Archivo mensual: abril 2010

Lenguaje inclusivo: no todo lo que termina en «a» es mujer

«…también quedó claro que los y las JEFATURAS, no pueden obligar al trabajador…» (sic). Comunicado informativo no oficial, enviado por correo electrónico, dirigido a todos los funcionarios de una universidad estatal costarricense y escrito por un hombre.

Lenguaje inclusivo es el nombre que se le da a la directriz institucional de emplear en la comunicación diaria formas lingüísticas que enuncien de manera explícita a los diferentes sectores sociales, en tanto sujetos y objetos de la acción gramatical. Su expresión más evidente es la visibilización de la mujer en la lengua; pero si se es políticamente correcto, el lenguaje inclusivo también abarca directrices para referirse a otros grupos por razones de edad, discapacidad, estrato social o cultura.

Aunque la intención detrás del lenguaje inclusivo es loable en sus ideales, colapsa en su diaria implementación. La sensatez es reemplazada por la paranoia. Autores convertidos en inquisidores de las palabras tratan de expurgar hasta el más ínfimo vestigio de una expresión «no inclusiva».

Sin reflexionar sobre las funciones de las palabras, su relación sintáctica, su naturaleza interna, se pueden llegar a ver casos graves como el citado al inicio de este artículo en donde este hablante en particular no se preocupa de hablar de «trabajador y trabajadora» pero sí se siente en la necesidad de aclarar que pueden existir «jefaturas» masculinas.

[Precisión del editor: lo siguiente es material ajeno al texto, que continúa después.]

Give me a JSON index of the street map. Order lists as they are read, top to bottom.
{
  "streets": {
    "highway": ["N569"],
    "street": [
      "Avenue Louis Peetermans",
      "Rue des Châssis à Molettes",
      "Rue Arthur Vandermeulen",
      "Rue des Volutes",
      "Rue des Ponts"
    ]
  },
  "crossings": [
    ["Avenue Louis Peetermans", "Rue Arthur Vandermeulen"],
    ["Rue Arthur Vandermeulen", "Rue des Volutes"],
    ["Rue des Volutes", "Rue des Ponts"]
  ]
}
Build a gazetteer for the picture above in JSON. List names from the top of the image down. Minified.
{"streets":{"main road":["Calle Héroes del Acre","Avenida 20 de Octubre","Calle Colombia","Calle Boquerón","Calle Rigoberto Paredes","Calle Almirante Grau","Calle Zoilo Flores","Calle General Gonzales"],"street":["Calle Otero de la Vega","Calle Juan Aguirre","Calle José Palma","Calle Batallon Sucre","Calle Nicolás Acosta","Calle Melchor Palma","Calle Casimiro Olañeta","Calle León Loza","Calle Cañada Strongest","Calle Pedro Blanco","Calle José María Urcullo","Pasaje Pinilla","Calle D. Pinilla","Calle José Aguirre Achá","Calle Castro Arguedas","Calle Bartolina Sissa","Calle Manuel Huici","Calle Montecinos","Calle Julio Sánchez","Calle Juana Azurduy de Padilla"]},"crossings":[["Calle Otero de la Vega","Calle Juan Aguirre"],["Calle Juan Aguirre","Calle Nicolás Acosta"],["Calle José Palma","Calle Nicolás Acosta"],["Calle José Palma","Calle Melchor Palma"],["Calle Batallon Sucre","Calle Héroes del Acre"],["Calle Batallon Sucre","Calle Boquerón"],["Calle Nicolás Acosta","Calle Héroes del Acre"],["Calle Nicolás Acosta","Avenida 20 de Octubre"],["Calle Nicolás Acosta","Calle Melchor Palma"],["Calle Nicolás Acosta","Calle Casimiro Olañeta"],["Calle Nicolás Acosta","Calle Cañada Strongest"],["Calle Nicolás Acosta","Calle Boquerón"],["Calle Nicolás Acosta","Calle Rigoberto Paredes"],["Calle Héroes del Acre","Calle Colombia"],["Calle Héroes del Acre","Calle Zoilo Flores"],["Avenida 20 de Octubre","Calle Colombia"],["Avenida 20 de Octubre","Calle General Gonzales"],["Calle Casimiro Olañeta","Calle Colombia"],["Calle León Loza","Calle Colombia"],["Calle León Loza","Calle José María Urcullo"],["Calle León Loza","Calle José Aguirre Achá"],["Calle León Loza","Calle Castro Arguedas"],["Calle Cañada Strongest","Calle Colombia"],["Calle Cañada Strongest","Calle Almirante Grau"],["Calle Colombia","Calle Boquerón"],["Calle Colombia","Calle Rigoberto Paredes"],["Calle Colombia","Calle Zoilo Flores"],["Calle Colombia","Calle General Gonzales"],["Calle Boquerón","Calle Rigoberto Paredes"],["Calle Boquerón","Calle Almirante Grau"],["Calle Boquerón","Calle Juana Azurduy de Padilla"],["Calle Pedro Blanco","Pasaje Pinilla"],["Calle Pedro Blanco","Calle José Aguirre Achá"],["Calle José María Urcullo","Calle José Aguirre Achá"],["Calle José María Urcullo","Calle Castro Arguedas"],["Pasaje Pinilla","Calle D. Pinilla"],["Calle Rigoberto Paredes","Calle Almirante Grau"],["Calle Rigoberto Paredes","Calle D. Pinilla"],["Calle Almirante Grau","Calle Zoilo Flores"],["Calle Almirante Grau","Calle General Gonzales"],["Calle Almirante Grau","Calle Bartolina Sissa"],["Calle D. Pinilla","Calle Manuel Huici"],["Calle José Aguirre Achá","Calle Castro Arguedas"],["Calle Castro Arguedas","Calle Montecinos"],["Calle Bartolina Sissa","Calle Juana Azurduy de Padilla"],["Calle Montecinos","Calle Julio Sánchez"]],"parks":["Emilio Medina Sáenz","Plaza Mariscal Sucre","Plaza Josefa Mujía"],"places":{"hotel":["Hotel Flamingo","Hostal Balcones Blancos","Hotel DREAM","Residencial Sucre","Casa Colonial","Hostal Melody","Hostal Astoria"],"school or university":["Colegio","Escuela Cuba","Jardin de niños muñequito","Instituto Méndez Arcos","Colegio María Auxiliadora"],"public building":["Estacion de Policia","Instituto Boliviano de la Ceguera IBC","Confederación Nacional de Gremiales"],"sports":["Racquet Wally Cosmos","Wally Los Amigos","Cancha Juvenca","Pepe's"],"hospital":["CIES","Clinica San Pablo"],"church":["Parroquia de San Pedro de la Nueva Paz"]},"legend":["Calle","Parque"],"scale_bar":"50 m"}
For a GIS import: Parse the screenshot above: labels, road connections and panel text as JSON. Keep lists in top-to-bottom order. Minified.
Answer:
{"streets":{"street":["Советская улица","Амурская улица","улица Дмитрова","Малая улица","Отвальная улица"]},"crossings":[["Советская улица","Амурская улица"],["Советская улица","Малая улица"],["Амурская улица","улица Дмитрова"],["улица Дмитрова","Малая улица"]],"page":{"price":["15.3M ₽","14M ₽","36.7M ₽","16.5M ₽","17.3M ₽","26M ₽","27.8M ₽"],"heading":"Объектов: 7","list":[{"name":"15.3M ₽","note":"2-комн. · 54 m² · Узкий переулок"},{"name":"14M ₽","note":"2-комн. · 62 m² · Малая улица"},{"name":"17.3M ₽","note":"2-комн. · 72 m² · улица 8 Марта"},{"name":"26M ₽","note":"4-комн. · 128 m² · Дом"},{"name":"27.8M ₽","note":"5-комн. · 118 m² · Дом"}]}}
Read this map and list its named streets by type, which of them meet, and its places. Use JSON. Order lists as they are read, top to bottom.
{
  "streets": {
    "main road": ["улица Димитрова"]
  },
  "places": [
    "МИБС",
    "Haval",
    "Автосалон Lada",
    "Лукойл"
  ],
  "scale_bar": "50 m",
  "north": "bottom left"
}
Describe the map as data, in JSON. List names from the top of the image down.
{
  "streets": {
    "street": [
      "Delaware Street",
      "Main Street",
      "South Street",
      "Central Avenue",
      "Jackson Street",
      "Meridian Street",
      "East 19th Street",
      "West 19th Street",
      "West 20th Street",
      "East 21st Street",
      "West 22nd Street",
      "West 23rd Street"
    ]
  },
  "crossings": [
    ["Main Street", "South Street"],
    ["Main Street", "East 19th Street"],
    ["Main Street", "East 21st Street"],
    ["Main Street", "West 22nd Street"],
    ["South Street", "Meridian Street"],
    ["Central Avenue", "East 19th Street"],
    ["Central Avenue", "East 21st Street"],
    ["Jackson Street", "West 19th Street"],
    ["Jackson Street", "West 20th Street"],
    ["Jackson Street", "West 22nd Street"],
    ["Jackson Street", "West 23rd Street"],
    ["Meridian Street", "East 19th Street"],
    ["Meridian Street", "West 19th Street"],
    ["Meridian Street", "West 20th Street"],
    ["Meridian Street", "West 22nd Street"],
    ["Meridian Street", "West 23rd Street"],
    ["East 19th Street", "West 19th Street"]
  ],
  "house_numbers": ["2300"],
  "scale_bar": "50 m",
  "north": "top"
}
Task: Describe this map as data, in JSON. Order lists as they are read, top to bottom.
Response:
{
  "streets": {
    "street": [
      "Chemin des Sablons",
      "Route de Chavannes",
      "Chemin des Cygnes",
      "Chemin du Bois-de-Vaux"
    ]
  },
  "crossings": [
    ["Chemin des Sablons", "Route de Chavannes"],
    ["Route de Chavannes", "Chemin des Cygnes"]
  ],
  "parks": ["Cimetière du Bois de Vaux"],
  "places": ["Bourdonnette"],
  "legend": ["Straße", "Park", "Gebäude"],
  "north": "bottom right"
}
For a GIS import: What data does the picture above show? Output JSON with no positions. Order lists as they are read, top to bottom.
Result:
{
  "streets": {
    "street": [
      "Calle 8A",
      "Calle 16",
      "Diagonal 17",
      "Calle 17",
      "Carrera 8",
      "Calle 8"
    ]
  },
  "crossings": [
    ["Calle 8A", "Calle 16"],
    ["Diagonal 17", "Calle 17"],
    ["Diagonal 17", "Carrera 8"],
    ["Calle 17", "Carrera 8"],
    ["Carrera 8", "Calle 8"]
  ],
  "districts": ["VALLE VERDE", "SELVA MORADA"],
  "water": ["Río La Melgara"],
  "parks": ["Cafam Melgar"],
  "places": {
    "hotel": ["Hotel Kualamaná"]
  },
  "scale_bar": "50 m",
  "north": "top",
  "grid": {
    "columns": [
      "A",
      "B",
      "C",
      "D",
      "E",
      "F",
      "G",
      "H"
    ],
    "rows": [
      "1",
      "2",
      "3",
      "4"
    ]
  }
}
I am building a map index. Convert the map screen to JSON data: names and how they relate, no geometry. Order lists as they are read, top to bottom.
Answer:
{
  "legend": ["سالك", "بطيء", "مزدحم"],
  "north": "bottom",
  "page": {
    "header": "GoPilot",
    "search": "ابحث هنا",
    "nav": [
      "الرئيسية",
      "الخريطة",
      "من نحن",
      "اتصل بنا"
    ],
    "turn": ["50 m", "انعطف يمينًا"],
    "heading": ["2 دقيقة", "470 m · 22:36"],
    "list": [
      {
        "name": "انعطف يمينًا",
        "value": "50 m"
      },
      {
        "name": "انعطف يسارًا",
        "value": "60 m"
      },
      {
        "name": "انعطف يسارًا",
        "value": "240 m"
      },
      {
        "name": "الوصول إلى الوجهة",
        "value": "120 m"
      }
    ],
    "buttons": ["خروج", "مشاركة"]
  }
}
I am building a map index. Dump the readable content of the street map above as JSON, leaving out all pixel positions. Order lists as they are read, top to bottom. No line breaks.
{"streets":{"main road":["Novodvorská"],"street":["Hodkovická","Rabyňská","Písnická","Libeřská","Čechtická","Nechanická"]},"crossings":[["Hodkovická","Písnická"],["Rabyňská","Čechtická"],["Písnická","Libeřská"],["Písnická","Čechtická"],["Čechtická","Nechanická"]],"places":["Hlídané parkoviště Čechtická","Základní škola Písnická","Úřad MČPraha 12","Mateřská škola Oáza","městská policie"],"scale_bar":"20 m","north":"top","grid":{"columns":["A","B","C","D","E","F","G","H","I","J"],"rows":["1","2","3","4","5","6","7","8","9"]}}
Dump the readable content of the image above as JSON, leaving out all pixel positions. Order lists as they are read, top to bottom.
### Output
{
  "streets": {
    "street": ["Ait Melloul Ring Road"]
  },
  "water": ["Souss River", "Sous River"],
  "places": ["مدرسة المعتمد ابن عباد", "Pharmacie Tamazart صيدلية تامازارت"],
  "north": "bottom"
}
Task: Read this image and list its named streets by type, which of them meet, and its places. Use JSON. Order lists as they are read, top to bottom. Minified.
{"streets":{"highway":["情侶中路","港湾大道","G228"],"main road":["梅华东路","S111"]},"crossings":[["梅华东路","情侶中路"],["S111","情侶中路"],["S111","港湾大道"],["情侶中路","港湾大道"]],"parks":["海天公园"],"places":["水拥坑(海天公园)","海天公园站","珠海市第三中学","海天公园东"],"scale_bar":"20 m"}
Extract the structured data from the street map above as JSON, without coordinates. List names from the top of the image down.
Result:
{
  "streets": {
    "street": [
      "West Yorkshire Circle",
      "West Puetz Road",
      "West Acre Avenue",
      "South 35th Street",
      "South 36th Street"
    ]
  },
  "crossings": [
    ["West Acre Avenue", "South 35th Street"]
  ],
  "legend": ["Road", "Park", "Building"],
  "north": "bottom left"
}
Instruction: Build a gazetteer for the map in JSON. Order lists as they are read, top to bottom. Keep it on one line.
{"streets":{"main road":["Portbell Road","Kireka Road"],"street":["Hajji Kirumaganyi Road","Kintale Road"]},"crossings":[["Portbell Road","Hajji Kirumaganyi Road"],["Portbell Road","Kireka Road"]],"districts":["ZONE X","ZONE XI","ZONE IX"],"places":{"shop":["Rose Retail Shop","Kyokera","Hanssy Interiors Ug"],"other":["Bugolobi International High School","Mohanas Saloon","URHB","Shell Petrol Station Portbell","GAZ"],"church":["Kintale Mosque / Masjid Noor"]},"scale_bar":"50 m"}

En vocablos como este podemos ver, con toda claridad, la independencia entre el género gramatical y las referencias a la sexualidad a la que puedan remitir sus contenidos semánticos.

La palabra «jefatura» tiene «género», ciertamente. Cada vez que la situamos en una oración, si además va acompañada de un artículo o de un demostrativo, deberemos elegir aquel que concuerde, en género y número, con la palabra. Es decir, no puedo decir «el jefatura» ni «unos jefatura». Debo realizar las modificaciones necesarias para lograr la concordancia (es decir, que ambos –artículo/demostrativo y sustantivo– tengan exactamente las mismas variaciones de género y número): la jefatura y unas jefaturas.

Los pormenores semánticos de «jefatura» ya son otra historia. Su significado no atañe a una realidad marcada por la condición biológica de la sexualidad. ¿Por qué? Sencillo: una «jefatura» no es un organismo vivo, sino una realidad abstracta y socialmente construida. Es decir, si bien hombres y mujeres por igual pueden ocupar una jefatura, la jefatura en sí misma es inmaterial: es un cargo, una posición; no un individuo pensante, hablante, actuante… Por lo tanto, no tiene sexo: no es hombre ni mujer. Quienes sí tienen sexo son las personas que pueden ocupar una jefatura, pero esos ya no son jefaturas sino jefes y jefas.

Oficialmente, el vocablo jefe es de género común, según dicta aún la RAE. En otras palabras, lo ortodoxo y académico sería decir «el jefe» y «la jefe». Pero en un vocablo como este, no debemos ver en el diccionario un conjunto normativo, sino uno descriptivo. El género común de la palabra es el vestigio arqueológico de una época lingüística en donde «la jefa» simplemente no existía o era la excepción, no era una realidad cotidiana y extendida a todos los estratos sociales.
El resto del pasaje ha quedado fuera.